DATA:
+ + +
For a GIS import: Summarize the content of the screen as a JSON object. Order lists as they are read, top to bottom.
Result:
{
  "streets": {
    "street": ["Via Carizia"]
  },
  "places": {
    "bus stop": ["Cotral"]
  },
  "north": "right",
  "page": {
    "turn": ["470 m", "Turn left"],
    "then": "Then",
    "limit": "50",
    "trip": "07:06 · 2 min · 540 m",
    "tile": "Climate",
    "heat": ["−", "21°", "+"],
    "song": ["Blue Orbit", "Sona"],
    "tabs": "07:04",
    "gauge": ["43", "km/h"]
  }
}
+ + +
Please reproduce all of the entries exactly as they stand.

SOLUTION BELOW:
For a GIS import: Summarize the content of the screen as a JSON object. Order lists as they are read, top to bottom.
Result:
{
  "streets": {
    "street": ["Via Carizia"]
  },
  "places": {
    "bus stop": ["Cotral"]
  },
  "north": "right",
  "page": {
    "turn": ["470 m", "Turn left"],
    "then": "Then",
    "limit": "50",
    "trip": "07:06 · 2 min · 540 m",
    "tile": "Climate",
    "heat": ["−", "21°", "+"],
    "song": ["Blue Orbit", "Sona"],
    "tabs": "07:04",
    "gauge": ["43", "km/h"]
  }
}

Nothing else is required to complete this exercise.